Given Joe Biden seems to have become more worried about AI risk after having seen the movie, it seems worth putting my observations about it into its own post. This is what I wrote back then, except for the introduction and final note.

We now must modify the paragraph about whether to see this movie. Given its new historical importance, combined with its action scenes being pretty good, if you have not yet seen it you should now probably see this movie. And of course it now deserves a much higher rating than 70.

There are of course things such as ‘it is super cool to jump from a motorcycle into a dive onto a moving train’ but also there are actual things to ponder here. 

Spoiler-Free Review

There may never be a more fitting title than Mission Impossible: Dead Reckoning. Each of these four words is doing important work. And it is very much a Part 1.

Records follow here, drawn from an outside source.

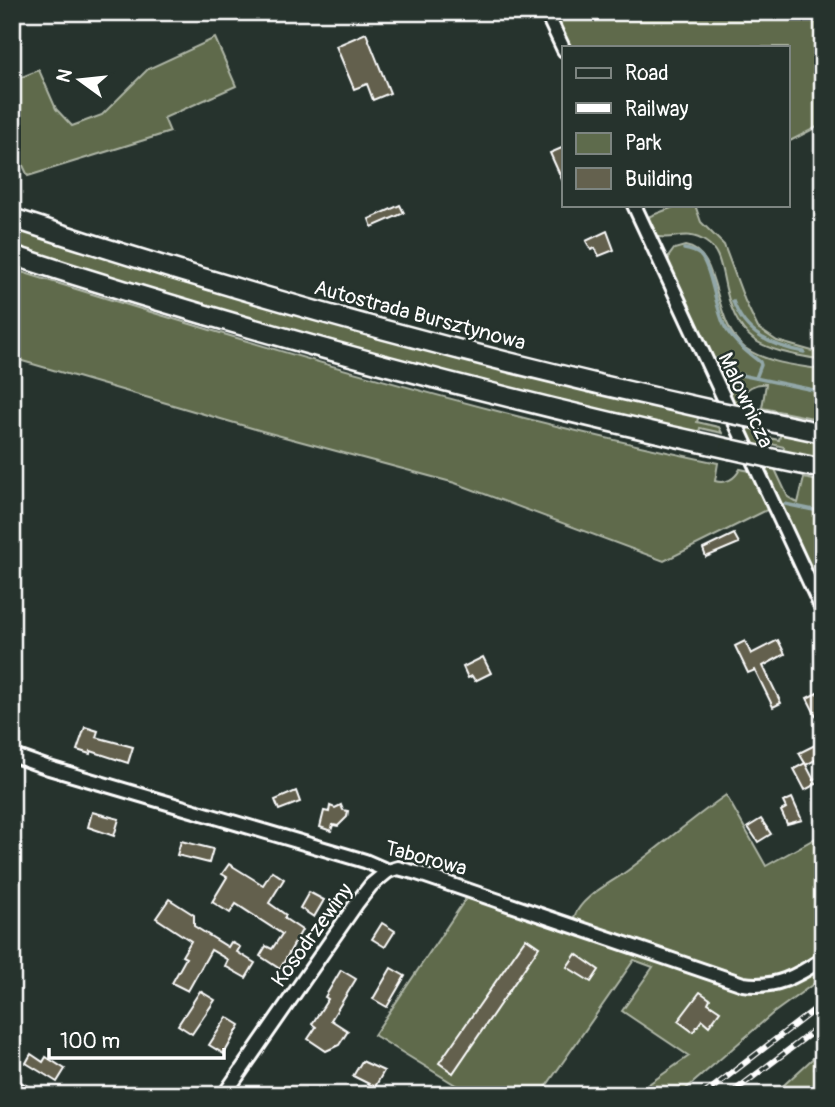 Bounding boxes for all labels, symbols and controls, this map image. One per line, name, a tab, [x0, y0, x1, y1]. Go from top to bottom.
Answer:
north arrow	[46, 46, 116, 116]
legend	[562, 46, 790, 206]
text: Road	[625, 60, 669, 87]
text: N	[51, 66, 78, 85]
text: Railway	[625, 96, 689, 123]
text: Park	[625, 130, 662, 157]
text: Building	[625, 166, 692, 193]
street label: Autostrada Bursztynowa	[311, 274, 529, 357]
street label: Malownicza	[712, 348, 779, 452]
street label: Taborowa	[382, 835, 470, 882]
street label: Kosodrzewiny	[266, 878, 359, 993]
scale bar	[49, 1016, 224, 1060]
text: 100 m	[60, 1028, 120, 1055] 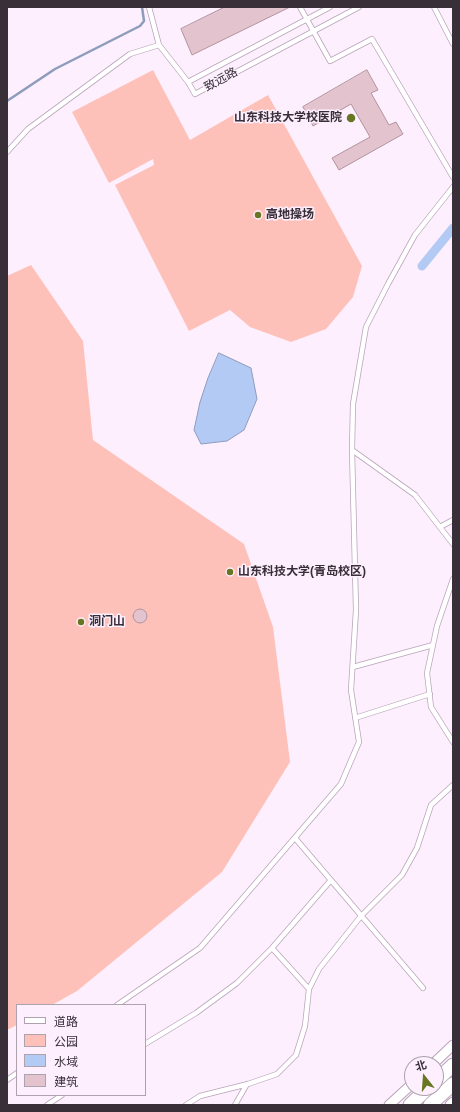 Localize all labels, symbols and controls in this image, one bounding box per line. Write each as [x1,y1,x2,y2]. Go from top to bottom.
street label: 致远路 [202,65,240,95]
place label: 山东科技大学校医院 [234,111,342,125]
marker: 山东科技大学校医院 [345,112,357,124]
place label: 高地操场 [266,208,314,222]
marker: 高地操场 [253,210,263,220]
place label: 山东科技大学(青岛校区) [238,565,366,579]
marker: 山东科技大学(青岛校区) [225,567,235,577]
place label: 洞门山 [89,615,125,629]
marker: 洞门山 [76,617,86,627]
legend [16,1004,146,1096]
text: 道路 [54,1015,78,1029]
text: 公园 [54,1035,78,1049]
text: 水域 [54,1055,78,1069]
north arrow [404,1056,444,1096]
text: 北 [414,1058,428,1073]
text: 建筑 [54,1075,78,1089] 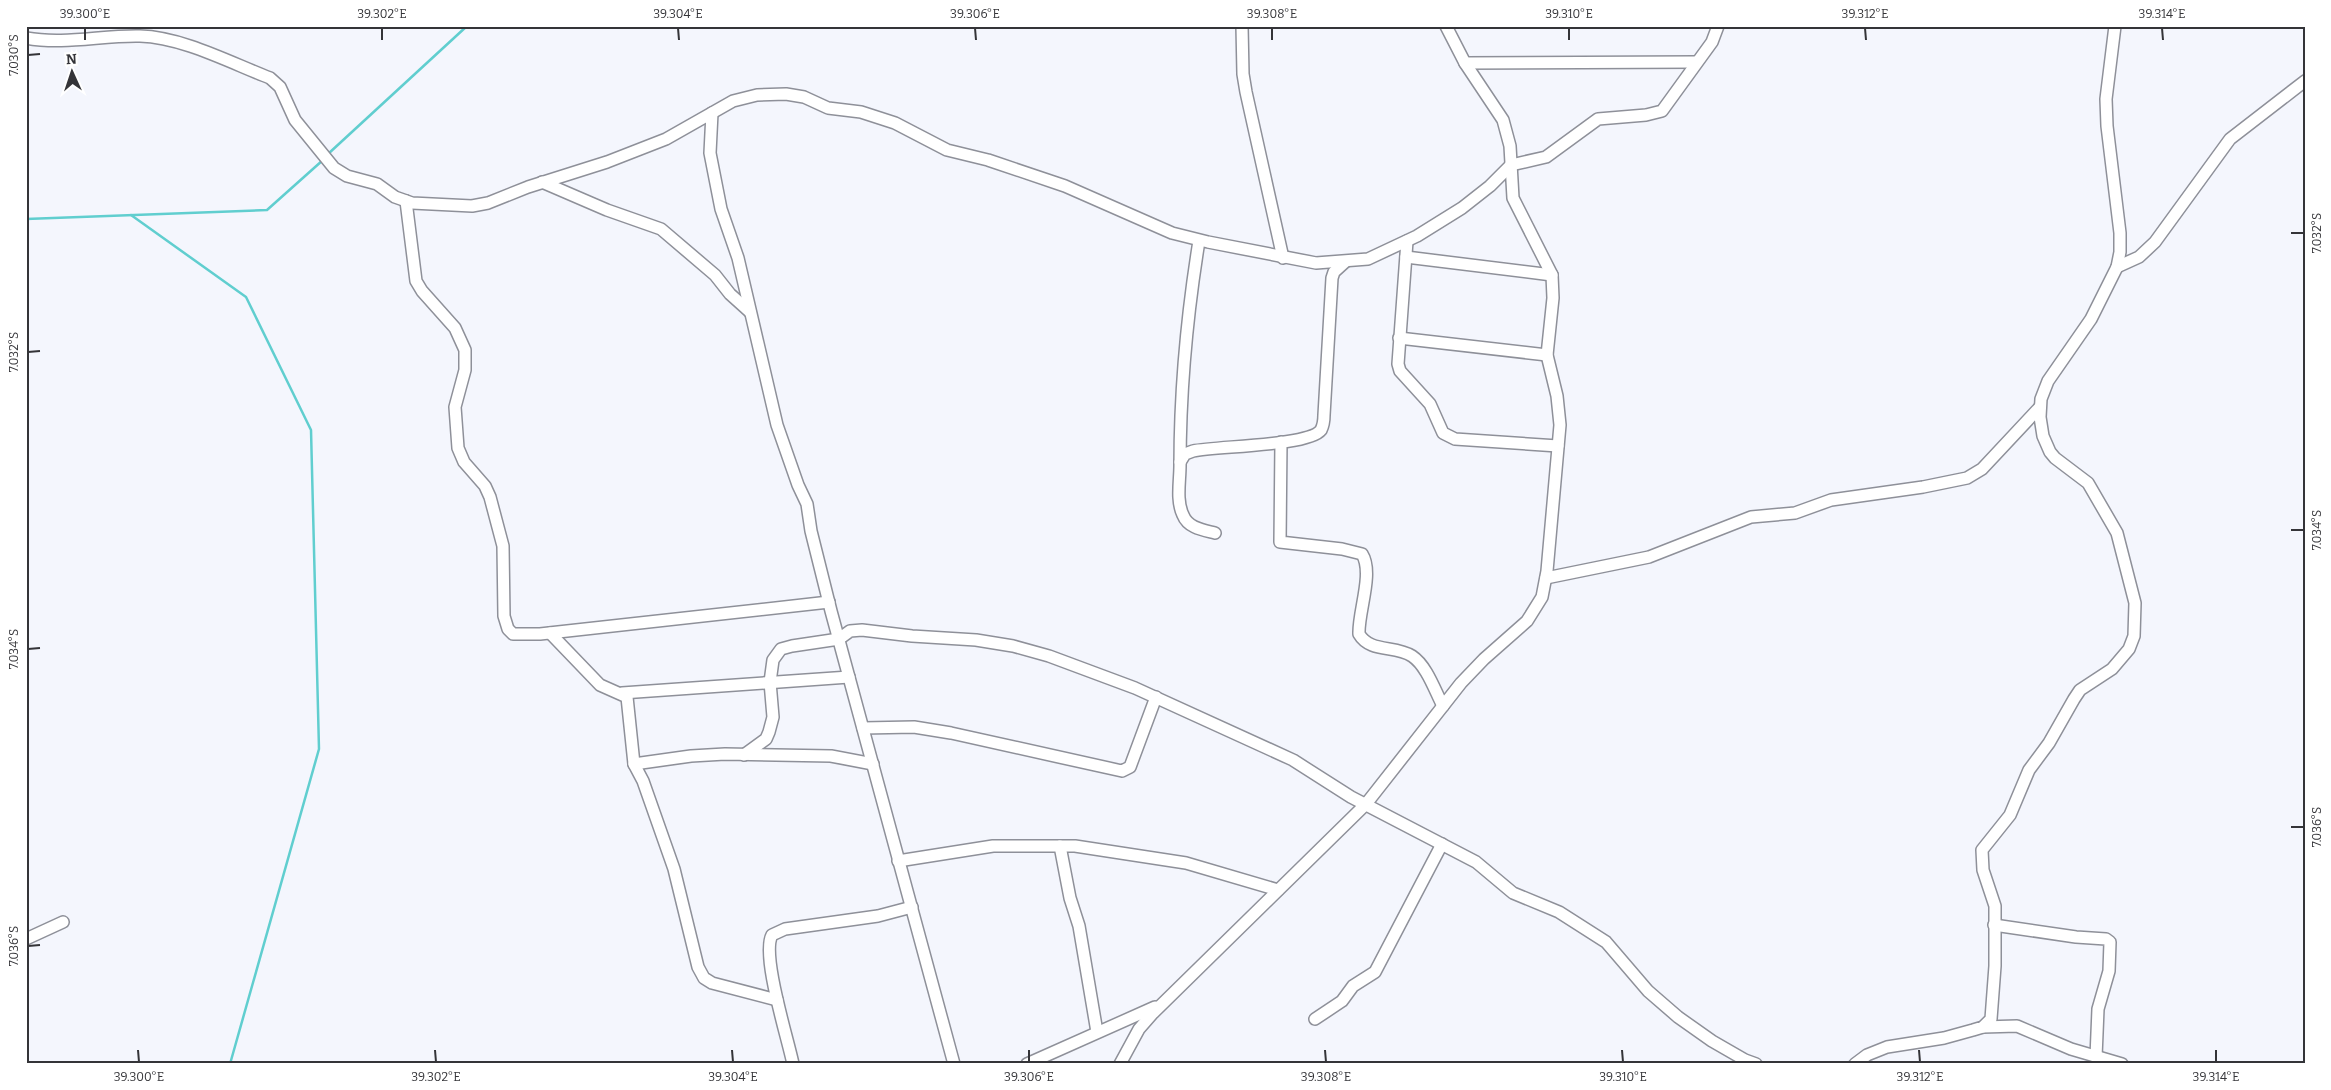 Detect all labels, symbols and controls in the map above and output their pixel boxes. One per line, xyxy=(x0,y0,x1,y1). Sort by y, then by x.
text: 39.300°E xyxy=(60,7,110,21)
text: 39.302°E xyxy=(357,7,407,21)
text: 39.304°E xyxy=(653,7,703,21)
text: 39.306°E xyxy=(950,7,1000,21)
text: 39.308°E xyxy=(1247,7,1297,21)
text: 39.310°E xyxy=(1545,7,1593,21)
text: 39.312°E xyxy=(1842,7,1888,21)
text: 39.314°E xyxy=(2139,7,2185,21)
text: 7.030°S xyxy=(7,34,21,76)
north arrow xyxy=(48,48,98,98)
text: N xyxy=(66,51,77,68)
text: 7.032°S xyxy=(2310,213,2324,253)
text: 7.032°S xyxy=(7,332,21,372)
text: 7.034°S xyxy=(2310,510,2324,550)
text: 7.034°S xyxy=(7,629,21,669)
text: 7.036°S xyxy=(2310,807,2324,847)
text: 7.036°S xyxy=(7,926,21,966)
text: 39.300°E xyxy=(114,1070,164,1084)
text: 39.302°E xyxy=(411,1070,461,1084)
text: 39.304°E xyxy=(708,1070,758,1084)
text: 39.306°E xyxy=(1004,1070,1054,1084)
text: 39.308°E xyxy=(1301,1070,1351,1084)
text: 39.310°E xyxy=(1599,1070,1647,1084)
text: 39.312°E xyxy=(1897,1070,1943,1084)
text: 39.314°E xyxy=(2193,1070,2239,1084)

There are two clear cases against seeing this movie.

This is a two hour and forty five minute series of action set pieces whose title ends in part one. That is too long. The sequences are mostly very good and a few are great, but at some point it is enough already. They could have simply had fewer and shorter set pieces that contained all the best ideas and trimmed 30-45 minutes - everyone should pretty much agree on a rank order here.

This is not how this works. This is not how any of this works. I mean, some of it is sometimes how some of it works, including what ideally should be some nasty wake-up calls or reality checks, and some of it has already been established as how the MI-movie-verse works, but wow is a lot of it brand new complete nonsense, not all of it even related to the technology or gadgets. Which is also a hint about how, on another level, any of this works. That’s part of the price of admission.

Thus, you should see this movie if and only if the idea of watching a series of action scenes sounds like a decent time, as they will come in a fun package and with a side of actual insight into real future questions if you are paying attention to that and able to look past the nonsense.

If that’s not your cup of tea, then you won’t be missing much.

MI has an 81 on Metacritic. It’s good, but it’s more like 70 good.

No One Noticed or Cared That The Alignment Plan Was Obvious Nonsense

Most real world alignment plans cannot possibly work. There still are levels. The idea that, when faced with a recursively self-improving intelligence that learns, rewrites its own code and has taken over the internet, you can either kill or control The Entity by using an early version of its code stored in a submarine but otherwise nothing can be done?

I point this out for two reasons.

First, it is indeed the common pattern. People flat out do not think about whether scenarios make sense or plans would work, or how they would work. No one calls them out on it. Hopefully a clear example of obvious nonsense illustrates this.

Second, they have the opportunity in Part 2 to do the funniest thing possible, and I really, really hope they do. Which is to have the whole McGuffin not work. At all. Someone gets hold of the old code, tries to use it to control the AI. It flat out doesn’t work. Everyone dies. End of franchise.

Presumably they would then instead invent a way Hunt saves the day anyway, that also makes no sense, but even then it would at least be something.

Then there is the Even Worse Alignment Plan, where in quite the glorious scene someone claims to be the only one who has the means to control or kill The Entity and proposes a partnership, upon which The Entity, of course, kills him on the spot, because wow you are an idiot. I presume your plan is not quite so stupid as this, but consider the possibility that it mostly is not.

No One Cares That the Threat is Extinction, They All Want Control

Often people assume that an AI, if it wanted to take over or kill everyone, would have to face down a united humanity led by John Connor, who pivot instantly to caring only about containing the threat.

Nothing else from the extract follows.